▶ _TO DO_
Look through the records below for the line with "M 10,186 L 187,165". Return that line and each one after it up to and including the line with "M 10,1918 L", exactly.

▶ _AVAILABLE RECORDS_
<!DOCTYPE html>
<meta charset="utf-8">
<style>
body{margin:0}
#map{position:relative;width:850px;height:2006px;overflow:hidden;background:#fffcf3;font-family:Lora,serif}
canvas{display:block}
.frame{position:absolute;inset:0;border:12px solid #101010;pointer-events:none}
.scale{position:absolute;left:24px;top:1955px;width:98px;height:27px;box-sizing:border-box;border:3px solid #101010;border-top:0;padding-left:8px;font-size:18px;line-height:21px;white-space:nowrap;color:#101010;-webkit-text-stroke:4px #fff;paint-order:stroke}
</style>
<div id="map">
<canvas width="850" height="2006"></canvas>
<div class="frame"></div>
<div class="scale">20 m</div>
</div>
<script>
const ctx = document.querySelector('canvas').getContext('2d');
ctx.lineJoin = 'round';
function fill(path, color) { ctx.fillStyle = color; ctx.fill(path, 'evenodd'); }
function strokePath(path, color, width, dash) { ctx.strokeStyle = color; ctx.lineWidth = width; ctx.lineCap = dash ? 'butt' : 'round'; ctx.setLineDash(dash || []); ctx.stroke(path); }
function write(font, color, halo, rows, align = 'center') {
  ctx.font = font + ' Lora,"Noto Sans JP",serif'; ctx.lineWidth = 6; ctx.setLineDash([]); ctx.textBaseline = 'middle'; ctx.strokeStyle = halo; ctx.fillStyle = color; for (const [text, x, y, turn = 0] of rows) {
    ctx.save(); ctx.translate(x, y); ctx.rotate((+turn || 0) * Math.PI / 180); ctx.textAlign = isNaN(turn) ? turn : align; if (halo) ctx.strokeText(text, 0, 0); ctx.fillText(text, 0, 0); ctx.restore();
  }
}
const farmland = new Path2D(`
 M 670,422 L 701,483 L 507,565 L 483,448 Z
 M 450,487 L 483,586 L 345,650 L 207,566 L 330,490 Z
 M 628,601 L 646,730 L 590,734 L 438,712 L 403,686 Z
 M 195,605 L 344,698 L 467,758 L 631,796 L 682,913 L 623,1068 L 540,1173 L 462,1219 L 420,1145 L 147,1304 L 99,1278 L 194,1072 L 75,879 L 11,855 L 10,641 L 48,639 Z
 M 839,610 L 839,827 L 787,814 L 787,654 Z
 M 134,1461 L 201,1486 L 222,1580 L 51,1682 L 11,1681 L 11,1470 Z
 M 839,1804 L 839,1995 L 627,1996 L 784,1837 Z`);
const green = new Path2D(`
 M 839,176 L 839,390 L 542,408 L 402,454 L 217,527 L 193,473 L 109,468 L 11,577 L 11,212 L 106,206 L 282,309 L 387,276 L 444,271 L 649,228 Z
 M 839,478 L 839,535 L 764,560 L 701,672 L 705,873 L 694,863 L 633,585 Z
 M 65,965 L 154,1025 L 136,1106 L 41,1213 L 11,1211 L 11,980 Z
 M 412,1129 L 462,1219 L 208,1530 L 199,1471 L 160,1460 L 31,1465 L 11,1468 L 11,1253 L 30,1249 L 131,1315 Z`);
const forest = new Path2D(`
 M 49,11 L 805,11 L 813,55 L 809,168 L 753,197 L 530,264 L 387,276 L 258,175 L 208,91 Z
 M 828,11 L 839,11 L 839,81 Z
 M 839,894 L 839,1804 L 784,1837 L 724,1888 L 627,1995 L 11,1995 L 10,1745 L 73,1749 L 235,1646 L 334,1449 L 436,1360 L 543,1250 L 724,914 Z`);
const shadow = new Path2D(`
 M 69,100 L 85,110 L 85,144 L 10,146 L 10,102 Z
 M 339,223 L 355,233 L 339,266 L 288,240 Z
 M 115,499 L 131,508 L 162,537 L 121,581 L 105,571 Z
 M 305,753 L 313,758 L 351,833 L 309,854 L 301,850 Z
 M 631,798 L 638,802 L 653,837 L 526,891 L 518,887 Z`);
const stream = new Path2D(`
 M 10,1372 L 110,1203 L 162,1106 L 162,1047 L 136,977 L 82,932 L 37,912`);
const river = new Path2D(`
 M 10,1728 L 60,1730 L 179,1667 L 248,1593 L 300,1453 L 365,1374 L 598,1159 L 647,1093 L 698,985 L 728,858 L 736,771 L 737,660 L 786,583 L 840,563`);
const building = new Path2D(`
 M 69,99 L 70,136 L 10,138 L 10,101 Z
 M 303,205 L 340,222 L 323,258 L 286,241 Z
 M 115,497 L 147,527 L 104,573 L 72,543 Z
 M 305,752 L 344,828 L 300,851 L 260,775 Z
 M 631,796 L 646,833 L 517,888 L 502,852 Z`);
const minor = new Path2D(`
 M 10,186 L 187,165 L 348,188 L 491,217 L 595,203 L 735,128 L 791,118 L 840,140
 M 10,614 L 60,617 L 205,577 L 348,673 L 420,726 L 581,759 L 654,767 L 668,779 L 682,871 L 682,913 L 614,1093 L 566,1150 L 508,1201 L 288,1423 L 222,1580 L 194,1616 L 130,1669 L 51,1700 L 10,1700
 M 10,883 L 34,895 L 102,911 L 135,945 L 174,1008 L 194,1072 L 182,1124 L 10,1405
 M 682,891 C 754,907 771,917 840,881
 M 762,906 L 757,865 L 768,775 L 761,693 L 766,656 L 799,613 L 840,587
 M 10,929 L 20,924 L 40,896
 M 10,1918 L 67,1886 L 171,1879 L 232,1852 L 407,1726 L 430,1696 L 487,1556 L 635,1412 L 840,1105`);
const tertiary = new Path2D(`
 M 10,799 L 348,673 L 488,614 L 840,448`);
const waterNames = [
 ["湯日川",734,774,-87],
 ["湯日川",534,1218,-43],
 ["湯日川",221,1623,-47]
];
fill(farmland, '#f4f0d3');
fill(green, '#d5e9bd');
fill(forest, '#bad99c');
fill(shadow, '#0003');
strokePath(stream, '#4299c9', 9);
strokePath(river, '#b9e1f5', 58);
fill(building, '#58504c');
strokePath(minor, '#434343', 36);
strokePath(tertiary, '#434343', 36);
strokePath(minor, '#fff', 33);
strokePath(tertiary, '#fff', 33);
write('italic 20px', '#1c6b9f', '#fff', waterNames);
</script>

▶ _YOUR SOLUTION_
 M 10,186 L 187,165 L 348,188 L 491,217 L 595,203 L 735,128 L 791,118 L 840,140
 M 10,614 L 60,617 L 205,577 L 348,673 L 420,726 L 581,759 L 654,767 L 668,779 L 682,871 L 682,913 L 614,1093 L 566,1150 L 508,1201 L 288,1423 L 222,1580 L 194,1616 L 130,1669 L 51,1700 L 10,1700
 M 10,883 L 34,895 L 102,911 L 135,945 L 174,1008 L 194,1072 L 182,1124 L 10,1405
 M 682,891 C 754,907 771,917 840,881
 M 762,906 L 757,865 L 768,775 L 761,693 L 766,656 L 799,613 L 840,587
 M 10,929 L 20,924 L 40,896
 M 10,1918 L 67,1886 L 171,1879 L 232,1852 L 407,1726 L 430,1696 L 487,1556 L 635,1412 L 840,1105`);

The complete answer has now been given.